Invoice OCR Python

The Python OCR SDK supports the invoice API for extracting data from invoices.

Using this sample below, we are going to illustrate how to extract the data that we want using the OCR SDK.

sample invoice

Quick Start

from mindee import Client, documents

# Init a new client
mindee_client = Client(api_key="my-api-key")

# Load a file from disk
input_doc = mindee_client.doc_from_path("/path/to/the/file.ext")

# Parse the document as an Invoice by passing the appropriate type
api_response = input_doc.parse(documents.TypeInvoiceV4)

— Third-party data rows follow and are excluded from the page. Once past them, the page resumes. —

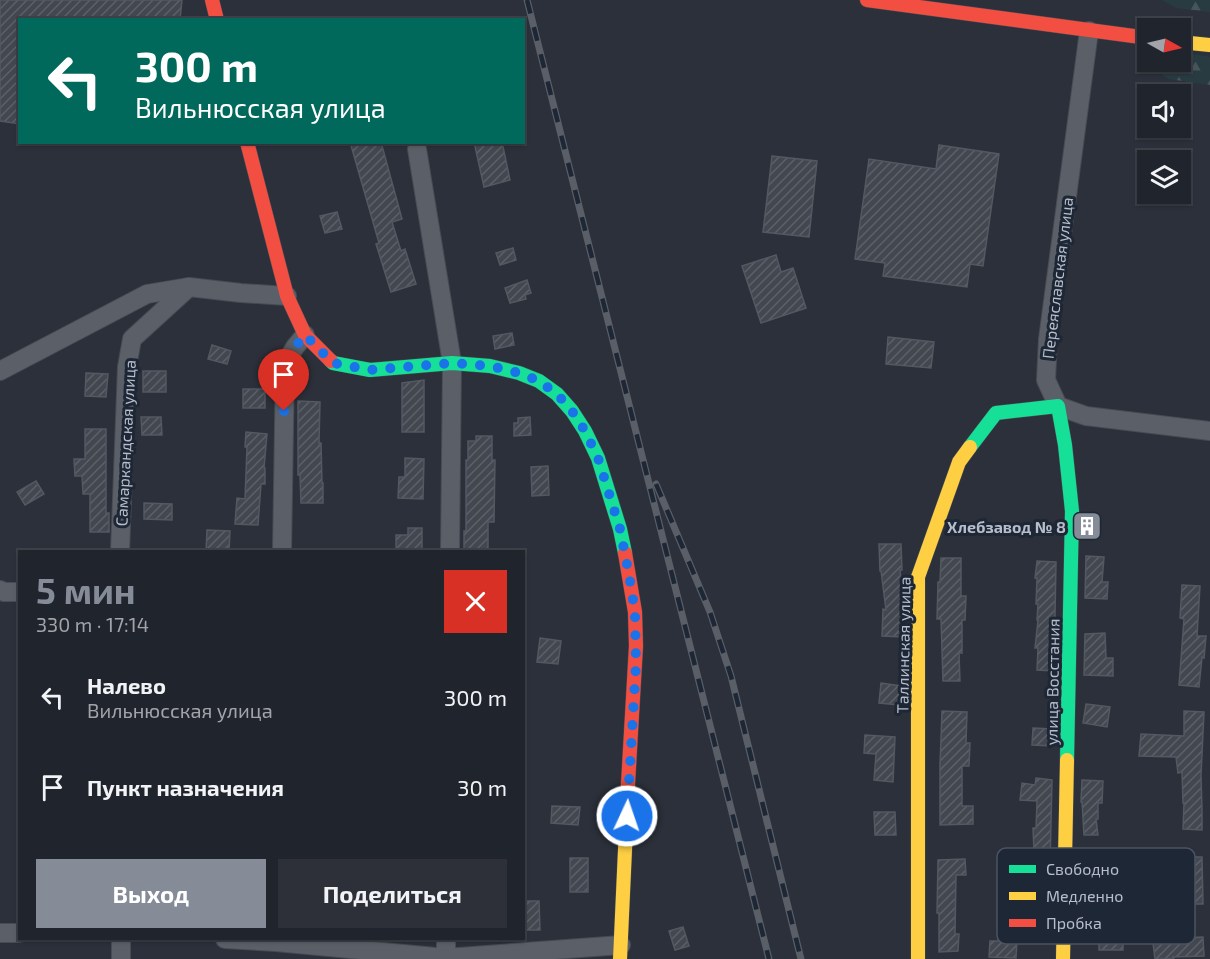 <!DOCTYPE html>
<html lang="ru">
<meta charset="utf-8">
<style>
body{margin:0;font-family:"Exo 2",sans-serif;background:#2d3038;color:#f1f3f6;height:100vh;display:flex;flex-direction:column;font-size:22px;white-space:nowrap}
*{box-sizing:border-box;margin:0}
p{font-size:20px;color:#a2a4a9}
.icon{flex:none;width:33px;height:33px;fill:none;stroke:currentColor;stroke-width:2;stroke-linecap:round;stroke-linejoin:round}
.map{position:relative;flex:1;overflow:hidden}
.sheet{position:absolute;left:18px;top:550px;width:507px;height:390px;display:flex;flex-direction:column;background:#20242c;border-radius:0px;box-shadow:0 2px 4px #0004,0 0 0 2px #3d4148}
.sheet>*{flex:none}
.guide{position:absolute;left:18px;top:18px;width:507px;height:126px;border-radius:0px;box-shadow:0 2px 4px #0004,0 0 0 2px #3d4148;background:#00695c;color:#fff;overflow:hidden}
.needle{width:39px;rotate:98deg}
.fabs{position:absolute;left:1137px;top:18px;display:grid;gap:12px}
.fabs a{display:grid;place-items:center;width:54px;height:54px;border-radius:0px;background:#20242c;box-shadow:0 2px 4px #0004,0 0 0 2px #3d4148;font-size:30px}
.pin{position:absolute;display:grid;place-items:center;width:51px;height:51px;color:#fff;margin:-62px -26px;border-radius:50% 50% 50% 0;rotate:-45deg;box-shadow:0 0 6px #0007}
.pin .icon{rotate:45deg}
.me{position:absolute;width:66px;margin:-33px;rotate:3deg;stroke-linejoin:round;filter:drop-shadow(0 0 4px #0008)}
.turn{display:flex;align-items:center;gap:21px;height:126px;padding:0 18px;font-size:27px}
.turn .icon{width:78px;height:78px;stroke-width:2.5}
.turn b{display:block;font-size:42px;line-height:51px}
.round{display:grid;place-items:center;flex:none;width:63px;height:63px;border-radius:0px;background:#2d3038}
.overview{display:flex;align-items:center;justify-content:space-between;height:102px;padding:0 18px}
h1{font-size:36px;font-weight:700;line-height:45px;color:#858c98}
.button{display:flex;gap:12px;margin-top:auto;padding:12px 18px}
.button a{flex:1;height:69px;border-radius:0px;background:#858c98;color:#fff;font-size:24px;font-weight:700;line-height:69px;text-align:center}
.button a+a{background:#2d3038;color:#f1f3f6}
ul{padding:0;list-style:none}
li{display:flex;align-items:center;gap:18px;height:90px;padding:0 18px}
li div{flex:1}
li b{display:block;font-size:22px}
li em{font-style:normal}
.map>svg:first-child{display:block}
</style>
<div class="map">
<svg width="1210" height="959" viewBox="0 0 1210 959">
<defs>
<pattern id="forest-firs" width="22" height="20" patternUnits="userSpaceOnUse" patternTransform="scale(1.5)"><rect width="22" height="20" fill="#283b40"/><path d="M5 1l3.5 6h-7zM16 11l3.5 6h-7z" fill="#45555a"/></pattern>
<pattern id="building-hatch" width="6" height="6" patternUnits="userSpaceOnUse" patternTransform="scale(1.5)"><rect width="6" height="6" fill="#434750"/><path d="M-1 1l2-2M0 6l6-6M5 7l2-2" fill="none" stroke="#5c6068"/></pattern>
</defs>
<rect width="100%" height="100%" fill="#2b303a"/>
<g fill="url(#forest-firs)">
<polygon points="1162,0 1210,0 1210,12 1176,8"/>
<polygon points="1181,52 1210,57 1210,85 1169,79 1140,61 1147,57 1148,62 1180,62"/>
</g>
<g fill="url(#building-hatch)" stroke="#535861" stroke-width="1.5">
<polygon points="0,0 182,0 180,20 20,20 20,124 0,121"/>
<polygon points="350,142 381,142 402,219 392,222 401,251 405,249 416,284 391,292 376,244 379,243"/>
<polygon points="474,142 502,142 510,180 484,187"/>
<polygon points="939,145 999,154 983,266 970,264 967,287 883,276 885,263 855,259 869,159 936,169"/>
<polygon points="772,156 817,161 809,237 763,232"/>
<polygon points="337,212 342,229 325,233 320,216"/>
<polygon points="513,248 516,260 500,265 496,253"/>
<polygon points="776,255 781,272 793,268 806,308 761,323 742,266"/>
<polygon points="527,280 531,293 525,295 526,299 510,303 505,288"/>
<polygon points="512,333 514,345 495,349 493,336"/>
<polygon points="888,337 934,342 931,368 886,364"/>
<polygon points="212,345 231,351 227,364 208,359"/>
<rect x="143" y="371" width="23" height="21"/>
<polygon points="86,373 108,374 106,397 85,396"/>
<polygon points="424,380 424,432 402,432 402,383"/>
<rect x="243" y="389" width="22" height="19"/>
<polygon points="298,401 320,402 319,443 321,443 322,483 323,483 323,503 301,503 300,475 298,475"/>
<polygon points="141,417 161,417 162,435 142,435"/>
<polygon points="530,417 531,435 514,436 514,423 518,423 518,418"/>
<polygon points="85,429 106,429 106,513 109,513 109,532 90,532 90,494 83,494 82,476 75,476 74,459 85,459"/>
<polygon points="246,432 267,434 264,468 265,468 265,484 261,484 258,525 235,524 237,498 245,499 247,447 245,447"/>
<polygon points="476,436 492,436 492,460 495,460 494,522 488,522 488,552 464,552 464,531 466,531 466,460 468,460 468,441 476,441"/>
<polygon points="405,458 424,459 423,499 398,498 399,477 405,477"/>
<polygon points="548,466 549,495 532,496 531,467"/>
<polygon points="36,481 44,494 25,505 17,492"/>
<polygon points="144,503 172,504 172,520 144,519"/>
<polygon points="408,528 422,528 422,551 396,550 396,535 408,535"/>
<polygon points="207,530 230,531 229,552 206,552"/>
<polygon points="879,544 901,544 902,570 900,570 903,599 903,637 882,636 883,609 886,610 881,571 880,571"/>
<polygon points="1086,556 1104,557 1102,582 1108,582 1107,599 1085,598"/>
<polygon points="941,558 961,558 961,596 966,596 965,620 962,620 962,653 959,653 960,681 943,681 941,619 937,619 938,582 940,582"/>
<polygon points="1037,561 1056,562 1054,671 1037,670 1038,648 1035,648 1038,620 1037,620 1038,604 1036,604 1037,578 1035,578"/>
<polygon points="1182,585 1200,586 1197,636 1206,636 1204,658 1202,657 1199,687 1179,685 1184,619 1180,618"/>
<polygon points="1105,633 1106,658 1113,658 1113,676 1084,675 1085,634"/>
<polygon points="540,638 561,641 558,664 537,662"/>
<polygon points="881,683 901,686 899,705 879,703"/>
<polygon points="1086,704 1110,707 1107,727 1083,723"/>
<polygon points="942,711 967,712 966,743 970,743 969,766 962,766 962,806 973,806 973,824 940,825 940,765"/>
<polygon points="1184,711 1204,712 1201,775 1202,810 1202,830 1183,829 1184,803 1183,803 1182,772 1178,773 1176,757 1139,756 1141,734 1184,736"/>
<polygon points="1033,728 1053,729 1052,746 1032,745"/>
<polygon points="865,735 895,737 893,782 874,780 876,754 864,753"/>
<polygon points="1036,778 1052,780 1049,908 1040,908 1039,865 1035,865 1035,852 1034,852 1033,828 1036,828 1037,801 1020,800 1022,783 1035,785"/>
<polygon points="1082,780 1103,781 1102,803 1098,803 1098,819 1096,819 1098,835 1084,835 1082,802 1081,802"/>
<polygon points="552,806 580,807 578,825 551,823"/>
<polygon points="874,812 895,812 896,835 875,835"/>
<polygon points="1185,857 1202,857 1203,904 1179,904 1178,880 1185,880"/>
<rect x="570" y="858" width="18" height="34"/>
<polygon points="965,859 966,875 956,875 955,934 959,934 958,951 939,952 939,913 937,913 938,860"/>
<polygon points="524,901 539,901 540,930 524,930"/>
<rect x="1099" y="922" width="24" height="28"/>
<polygon points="683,927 689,946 675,950 669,931"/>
<polygon points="1203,937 1204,956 1173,957 1174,959 1155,959 1153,943 1180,941 1180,938"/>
<polygon points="990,941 1017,941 1016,958 989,957"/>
</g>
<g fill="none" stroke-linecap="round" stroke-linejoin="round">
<g stroke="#474c53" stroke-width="20">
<g id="street">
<polyline points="1089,31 1048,339 1046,380 1058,406 1086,416 1210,431"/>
<polyline points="417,149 452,363 450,552"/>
<polyline points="0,371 147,294 189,287 241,293 287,296"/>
<polyline points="120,552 127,367 132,339 189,287"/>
<polyline points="282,552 285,364 295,347 305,335"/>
<polyline points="0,590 4,592 20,592"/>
<polyline points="0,933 20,933"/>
<polyline points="121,939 121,959"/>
<polyline points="225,939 276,942 446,958 621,945"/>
<polyline points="446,959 446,939"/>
</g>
</g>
<g stroke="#474c53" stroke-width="15">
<g id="fast">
<polyline points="331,361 333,363 370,370 452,363 490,366 519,373 539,381 557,394 572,411 585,431 598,458 620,529 625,553"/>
<polyline points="970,447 996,413 1058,406 1065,445 1072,511 1067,760"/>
</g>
</g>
<g stroke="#474c53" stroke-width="15">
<g id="slow">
<polyline points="1180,42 1210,45"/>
<polyline points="620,959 628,784"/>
<polyline points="918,959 918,577 959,462 970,447"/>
<polyline points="1063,959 1067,760"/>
</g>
</g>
<g stroke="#474c53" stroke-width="15">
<g id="jam">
<polyline points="212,0 217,20"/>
<polyline points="867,0 1148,38"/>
<polyline points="247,142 287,296 305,335 331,361"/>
<polyline points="625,553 635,612 636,646 628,784"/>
</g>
</g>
<use href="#street" stroke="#5b6068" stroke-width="18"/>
<use href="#fast" stroke="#16e098" stroke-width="14"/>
<use href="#slow" stroke="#ffcf43" stroke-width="14"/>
<use href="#jam" stroke="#f24e42" stroke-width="14"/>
<g stroke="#5a5e66" stroke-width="7">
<g id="rail">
<polyline points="527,0 769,959"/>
<polyline points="656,484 710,612 731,676 801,959"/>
</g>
</g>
<use href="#rail" stroke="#1e2735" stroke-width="4.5" stroke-dasharray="14" stroke-linecap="butt"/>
</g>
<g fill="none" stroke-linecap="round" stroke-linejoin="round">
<polyline stroke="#1a73e8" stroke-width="10" stroke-dasharray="0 18" points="284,411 285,364 295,347 305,335 333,363 370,370 452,363 490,366 519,373 539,381 557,394 572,411 585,431 598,458 620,529 629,575 635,612 636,664 627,816"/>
</g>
<defs>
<g id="building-square" transform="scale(1.5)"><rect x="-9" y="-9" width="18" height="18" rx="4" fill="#858c98" stroke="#1e2735"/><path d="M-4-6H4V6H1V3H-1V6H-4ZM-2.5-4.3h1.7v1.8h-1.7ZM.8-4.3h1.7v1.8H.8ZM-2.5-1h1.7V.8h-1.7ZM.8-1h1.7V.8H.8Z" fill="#fff"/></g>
</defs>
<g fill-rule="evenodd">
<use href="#building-square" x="1087" y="526"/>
</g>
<g text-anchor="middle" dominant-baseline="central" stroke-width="6" stroke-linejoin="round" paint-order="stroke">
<g font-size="16" fill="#b6bdcb" stroke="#1e2735">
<text transform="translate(1057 278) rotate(-83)">Переяславская улица</text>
<text transform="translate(125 443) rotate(-87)">Самаркандская улица</text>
<text transform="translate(903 645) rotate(-89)">Таллинская улица</text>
<text transform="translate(1052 682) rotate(-89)">улица Восстания</text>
</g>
<g font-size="16" font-weight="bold" fill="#b6bdcb" stroke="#1e2735" text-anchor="end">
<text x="1066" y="526">Хлебзавод № 8</text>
</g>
</g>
<rect x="997" y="848" width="198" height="96" rx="9" fill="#1e2735" stroke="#4c5462" stroke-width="1.5"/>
<rect x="1009" y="865" width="27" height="8" fill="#16e098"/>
<rect x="1009" y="892" width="27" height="8" fill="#ffcf43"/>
<rect x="1009" y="919" width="27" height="8" fill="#f24e42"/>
<g font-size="16" fill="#b6bdcb">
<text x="1046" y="875">Свободно</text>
<text x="1046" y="902">Медленно</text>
<text x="1046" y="929">Пробка</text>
</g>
</svg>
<div class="fabs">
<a><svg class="needle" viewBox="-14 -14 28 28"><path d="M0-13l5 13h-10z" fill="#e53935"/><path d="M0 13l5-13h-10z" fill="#a2a4a9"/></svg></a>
<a><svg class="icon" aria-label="sound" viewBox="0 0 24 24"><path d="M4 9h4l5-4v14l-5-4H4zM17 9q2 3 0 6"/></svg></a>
<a><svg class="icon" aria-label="layers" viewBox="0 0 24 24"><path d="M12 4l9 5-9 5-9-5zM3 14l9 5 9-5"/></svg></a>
</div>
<div class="pin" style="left:284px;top:411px;background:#d93025"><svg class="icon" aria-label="arrive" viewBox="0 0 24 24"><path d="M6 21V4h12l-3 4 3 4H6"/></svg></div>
<svg class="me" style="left:627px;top:816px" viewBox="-20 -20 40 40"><circle r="17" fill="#1a73e8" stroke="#fff" stroke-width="3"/><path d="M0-11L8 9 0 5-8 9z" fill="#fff"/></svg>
<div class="guide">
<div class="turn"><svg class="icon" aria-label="left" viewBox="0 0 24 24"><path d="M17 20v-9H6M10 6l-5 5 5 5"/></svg><div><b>300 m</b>Вильнюсская улица</div></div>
</div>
<section class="sheet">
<div class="overview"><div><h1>5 мин</h1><p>330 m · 17:14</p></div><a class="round" style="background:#d93025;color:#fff"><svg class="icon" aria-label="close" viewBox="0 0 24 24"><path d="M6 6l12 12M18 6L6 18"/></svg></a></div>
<ul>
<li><svg class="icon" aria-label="left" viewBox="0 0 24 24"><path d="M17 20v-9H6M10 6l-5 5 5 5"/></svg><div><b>Налево</b><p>Вильнюсская улица</p></div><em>300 m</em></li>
<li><svg class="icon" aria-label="arrive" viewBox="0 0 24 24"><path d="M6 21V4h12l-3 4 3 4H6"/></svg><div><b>Пункт назначения</b></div><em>30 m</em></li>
</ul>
<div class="button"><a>Выход</a><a>Поделиться</a></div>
</section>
</div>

print(api_response.document)

Output:

----- Invoice V4 -----
Filename: a74eaa5-c8e283b-sample_invoice.jpeg
Locale: en; en; CAD;
Invoice number: 14
Reference numbers: AD29094
Invoice date: 2018-09-25
Invoice due date: 2018-09-25
Supplier name: TURNPIKE DESIGNS CO.
Supplier address: 156 University Ave, Toronto ON, Canada M5H 2H7
Supplier company registrations:
Supplier payment details:
Customer name: JIRO DOI
Customer company registrations:
Customer address: 1954 Bloon Street West Toronto, ON, M6P 3K9 Canada
Line Items:
  Code           | QTY    | Price   | Amount   | Tax (Rate)       | Description
                 | 1.00   | 65.00   | 65.00    |                  | Platinum web hosting package Dow...
                 | 3.00   | 2100.00 | 2100.00  |                  | 2 page website design Includes b...
                 | 1.00   | 250.00  | 250.00   |                  | Mobile designs Includes responsi...
Taxes: 193.20 8.00%
Total taxes: 193.20
Total amount excluding taxes: 2415.00
Total amount including taxes: 2608.20
----------------------

Invoice Data Structure

The invoice object JSON data structure consists of:

Document Level Prediction

For document level prediction, we construct the document class by using the different pages put in a single document.
The method used for creating a single invoice object with multiple pages relies on field confidence scores.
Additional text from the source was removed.